# Exercise goal:
With the line containing "Input: one rendered map. Read" as the first and the final line of the entries as the last, repeat exactly the lines in that span, including both.
________________________________________
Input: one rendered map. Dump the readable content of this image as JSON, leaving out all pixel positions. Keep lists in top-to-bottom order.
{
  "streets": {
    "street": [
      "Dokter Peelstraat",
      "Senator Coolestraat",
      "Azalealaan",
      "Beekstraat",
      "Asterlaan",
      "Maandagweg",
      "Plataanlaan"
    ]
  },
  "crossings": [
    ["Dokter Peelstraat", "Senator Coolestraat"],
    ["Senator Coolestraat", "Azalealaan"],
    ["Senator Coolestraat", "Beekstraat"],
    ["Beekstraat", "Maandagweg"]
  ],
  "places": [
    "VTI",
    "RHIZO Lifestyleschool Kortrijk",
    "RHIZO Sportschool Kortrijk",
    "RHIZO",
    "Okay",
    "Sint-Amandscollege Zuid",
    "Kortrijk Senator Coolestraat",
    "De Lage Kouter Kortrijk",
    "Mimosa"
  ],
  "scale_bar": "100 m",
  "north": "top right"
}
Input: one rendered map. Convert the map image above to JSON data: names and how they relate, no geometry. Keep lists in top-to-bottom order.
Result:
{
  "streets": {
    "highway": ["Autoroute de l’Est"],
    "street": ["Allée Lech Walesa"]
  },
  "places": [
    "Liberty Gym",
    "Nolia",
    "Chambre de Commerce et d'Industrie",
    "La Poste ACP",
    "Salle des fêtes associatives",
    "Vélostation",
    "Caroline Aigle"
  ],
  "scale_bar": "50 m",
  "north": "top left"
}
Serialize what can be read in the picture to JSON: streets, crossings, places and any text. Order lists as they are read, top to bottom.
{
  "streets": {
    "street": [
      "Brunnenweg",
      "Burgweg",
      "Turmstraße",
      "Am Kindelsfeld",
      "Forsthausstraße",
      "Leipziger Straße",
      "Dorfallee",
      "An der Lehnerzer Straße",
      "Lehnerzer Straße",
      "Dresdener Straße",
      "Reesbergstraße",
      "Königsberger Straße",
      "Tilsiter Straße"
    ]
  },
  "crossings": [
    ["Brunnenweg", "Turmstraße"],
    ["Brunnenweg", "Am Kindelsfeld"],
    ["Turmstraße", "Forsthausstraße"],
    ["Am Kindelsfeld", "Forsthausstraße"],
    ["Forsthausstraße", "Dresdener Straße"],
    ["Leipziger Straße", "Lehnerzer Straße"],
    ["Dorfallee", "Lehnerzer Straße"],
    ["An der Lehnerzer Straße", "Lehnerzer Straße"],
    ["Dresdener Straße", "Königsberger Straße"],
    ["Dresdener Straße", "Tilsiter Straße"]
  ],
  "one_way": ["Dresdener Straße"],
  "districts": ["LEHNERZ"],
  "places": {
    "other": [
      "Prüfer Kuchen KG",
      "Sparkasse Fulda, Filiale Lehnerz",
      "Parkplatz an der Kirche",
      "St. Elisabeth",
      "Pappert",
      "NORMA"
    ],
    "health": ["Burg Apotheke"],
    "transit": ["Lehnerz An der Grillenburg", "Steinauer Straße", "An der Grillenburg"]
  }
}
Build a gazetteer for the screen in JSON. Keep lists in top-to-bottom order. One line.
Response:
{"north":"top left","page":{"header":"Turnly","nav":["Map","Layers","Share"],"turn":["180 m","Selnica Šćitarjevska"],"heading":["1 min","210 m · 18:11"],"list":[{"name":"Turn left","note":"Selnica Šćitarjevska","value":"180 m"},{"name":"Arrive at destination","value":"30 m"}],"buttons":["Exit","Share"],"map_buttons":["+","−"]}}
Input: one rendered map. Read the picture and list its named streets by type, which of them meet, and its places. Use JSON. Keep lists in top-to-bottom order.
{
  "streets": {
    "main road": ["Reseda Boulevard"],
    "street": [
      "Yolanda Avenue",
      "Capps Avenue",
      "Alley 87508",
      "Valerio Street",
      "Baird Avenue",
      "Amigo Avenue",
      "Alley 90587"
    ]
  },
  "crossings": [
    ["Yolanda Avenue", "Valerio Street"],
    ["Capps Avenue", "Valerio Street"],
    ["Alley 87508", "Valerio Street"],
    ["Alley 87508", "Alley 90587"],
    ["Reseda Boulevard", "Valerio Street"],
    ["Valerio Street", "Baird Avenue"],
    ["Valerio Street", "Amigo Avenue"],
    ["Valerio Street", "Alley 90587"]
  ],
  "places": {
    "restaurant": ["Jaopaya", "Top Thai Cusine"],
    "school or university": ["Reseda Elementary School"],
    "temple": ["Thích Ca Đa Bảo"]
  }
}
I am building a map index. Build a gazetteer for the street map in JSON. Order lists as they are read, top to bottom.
________________________________________
# Response for this exercise:
Input: one rendered map. Read the picture and list its named streets by type, which of them meet, and its places. Use JSON. Keep lists in top-to-bottom order.
{
  "streets": {
    "main road": ["Reseda Boulevard"],
    "street": [
      "Yolanda Avenue",
      "Capps Avenue",
      "Alley 87508",
      "Valerio Street",
      "Baird Avenue",
      "Amigo Avenue",
      "Alley 90587"
    ]
  },
  "crossings": [
    ["Yolanda Avenue", "Valerio Street"],
    ["Capps Avenue", "Valerio Street"],
    ["Alley 87508", "Valerio Street"],
    ["Alley 87508", "Alley 90587"],
    ["Reseda Boulevard", "Valerio Street"],
    ["Valerio Street", "Baird Avenue"],
    ["Valerio Street", "Amigo Avenue"],
    ["Valerio Street", "Alley 90587"]
  ],
  "places": {
    "restaurant": ["Jaopaya", "Top Thai Cusine"],
    "school or university": ["Reseda Elementary School"],
    "temple": ["Thích Ca Đa Bảo"]
  }
}
I am building a map index. Build a gazetteer for the street map in JSON. Order lists as they are read, top to bottom.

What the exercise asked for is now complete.